- DATA PROVIDED:
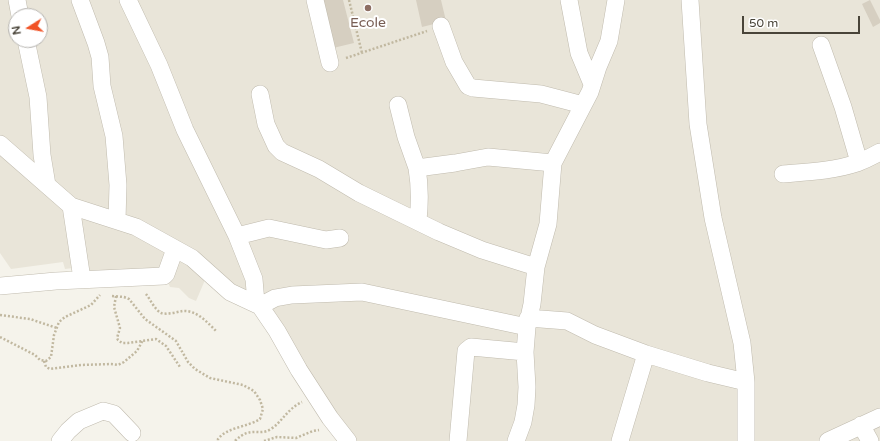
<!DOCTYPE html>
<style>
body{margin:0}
#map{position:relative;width:880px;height:441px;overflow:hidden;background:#f5f3eb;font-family:"Varela Round",sans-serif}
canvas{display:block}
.north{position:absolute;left:8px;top:8px;width:40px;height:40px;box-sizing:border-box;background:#fff;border:1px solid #b6b4b0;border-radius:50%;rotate:259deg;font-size:11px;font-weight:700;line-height:16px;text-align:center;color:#494439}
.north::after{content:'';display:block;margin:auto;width:14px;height:18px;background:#f15326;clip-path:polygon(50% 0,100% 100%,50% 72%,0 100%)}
.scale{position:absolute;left:742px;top:16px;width:118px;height:18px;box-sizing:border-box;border:2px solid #494439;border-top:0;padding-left:5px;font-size:12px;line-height:14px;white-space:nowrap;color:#494439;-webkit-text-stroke:3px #fff;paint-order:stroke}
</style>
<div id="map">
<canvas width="880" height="441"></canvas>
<div class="north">N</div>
<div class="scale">50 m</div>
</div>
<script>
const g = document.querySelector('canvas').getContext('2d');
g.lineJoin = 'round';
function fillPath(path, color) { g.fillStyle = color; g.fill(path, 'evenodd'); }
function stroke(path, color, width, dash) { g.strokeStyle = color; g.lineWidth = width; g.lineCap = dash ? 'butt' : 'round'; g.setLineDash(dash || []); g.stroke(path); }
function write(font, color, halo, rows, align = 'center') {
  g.font = font + ' "Varela Round",sans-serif'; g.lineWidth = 4; g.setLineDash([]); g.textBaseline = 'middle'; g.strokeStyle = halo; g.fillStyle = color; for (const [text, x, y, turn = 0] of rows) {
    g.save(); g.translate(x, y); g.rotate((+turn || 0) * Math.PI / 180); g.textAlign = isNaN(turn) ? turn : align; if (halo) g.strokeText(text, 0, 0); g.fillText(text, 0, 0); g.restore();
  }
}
const residential = new Path2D(`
 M0,0h880v441h-531l-68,-112 -73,-56 -12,28 -7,-3 -10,-10 -9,-1 -3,-7 -64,-1 -22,-12 -16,2 -2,-7 -52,7 -11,-16zM16,16h24v24h-24z`);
const building = new Path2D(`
 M321,0h22l11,43 -21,5z
 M416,0h25l5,21 -24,6z
 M870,0l10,20v3l-7,4 -11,-23z`);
const path = new Path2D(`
 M349,0l13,53
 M346,58l81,-27
 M146,294c4,5 9,16 15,19 7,2 15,-1 22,-2 14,-1 25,12 34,21
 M112,296l12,1 5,2 16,20 31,22 12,21 7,7 15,9 33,7 11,6 6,9 3,9 -3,10c-12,8 -33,8 -42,20v2
 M116,296l-2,11 6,21 -3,10 1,2 4,3h6l28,-4 10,7 14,21
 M0,315l30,4 27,9
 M0,337l35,18 5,5 6,1 5,-4 3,-22 5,-13 6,-5 26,-12 9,-10
 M44,361l2,6 4,2 31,-4 30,-1 7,1 6,-3 13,-11 6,-11
 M235,441c16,-16 24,-4 36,-12 12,-8 16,-20 31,-27
 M264,441l13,-4 19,1 17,-7 6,-1`);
const street = new Path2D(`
 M17,0l3,16
 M80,0l16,43 4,14 2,29 12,50 4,49 -1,35
 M128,0l31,65 26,65 52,106 17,43 2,24
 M315,0l15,63
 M569,0l10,53 13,31
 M690,0l8,124 15,94 29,125 4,39v59
 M441,26l13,36 14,24 5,2 68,6 42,11
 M26,40l12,57 4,58 5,30
 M821,45l22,62 16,55
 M260,94l6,30 10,22 6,6 37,17 40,24 80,39 43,18 54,17
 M398,105l8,32 11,31
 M0,144l71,62 65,21 56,31 38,34 30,14 17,25 22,39 31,48 18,23
 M783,174c25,-2 50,-3 74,-11 8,-3 16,-7 23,-11
 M71,206l11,73
 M418,220c2,-18 2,-34 -1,-52l38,-5 33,-6 65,6
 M237,236l32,-8 57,12 14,-2
 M0,286l56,-5 108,-5 2,-2 9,-25
 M260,306l15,-8 17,-3 70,-3 165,35
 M528,318l39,3 28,14 51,19 62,19 38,9
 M861,425l9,16
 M60,441l8,-10 11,-10 24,-10 11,3 18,19
 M458,441l8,-90 5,-4 54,5
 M516,441l7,-19 3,-17 1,-18 -2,-35 2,-25 5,-23 4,-37 12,-43 5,-61 37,-71 8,-25 11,-26 7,-41
 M620,441l26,-87
 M828,441l52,-24`);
const markers = [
 [368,8,4,"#8d6e63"]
];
const educationNames = [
 ["Ecole",368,23]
];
fillPath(residential, '#e9e5d9');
fillPath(building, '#d6cfc1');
stroke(street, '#c0bbae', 18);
stroke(path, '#c1b8a0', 2.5, [2, 2]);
stroke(street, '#fff', 17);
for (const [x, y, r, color] of markers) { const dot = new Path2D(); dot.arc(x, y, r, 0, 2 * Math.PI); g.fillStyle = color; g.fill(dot); stroke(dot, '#fff', 1.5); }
write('14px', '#785e54', '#fff', educationNames);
</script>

- PROBLEM DESCRIPTION:
Using the entries above, give back exactly the line containing "function fillPath(path, color)", the line containing "function write(font, color, halo, rows, align", and every line between them, and nothing else.

- PROBLEM SOLUTION:
function fillPath(path, color) { g.fillStyle = color; g.fill(path, 'evenodd'); }
function stroke(path, color, width, dash) { g.strokeStyle = color; g.lineWidth = width; g.lineCap = dash ? 'butt' : 'round'; g.setLineDash(dash || []); g.stroke(path); }
function write(font, color, halo, rows, align = 'center') {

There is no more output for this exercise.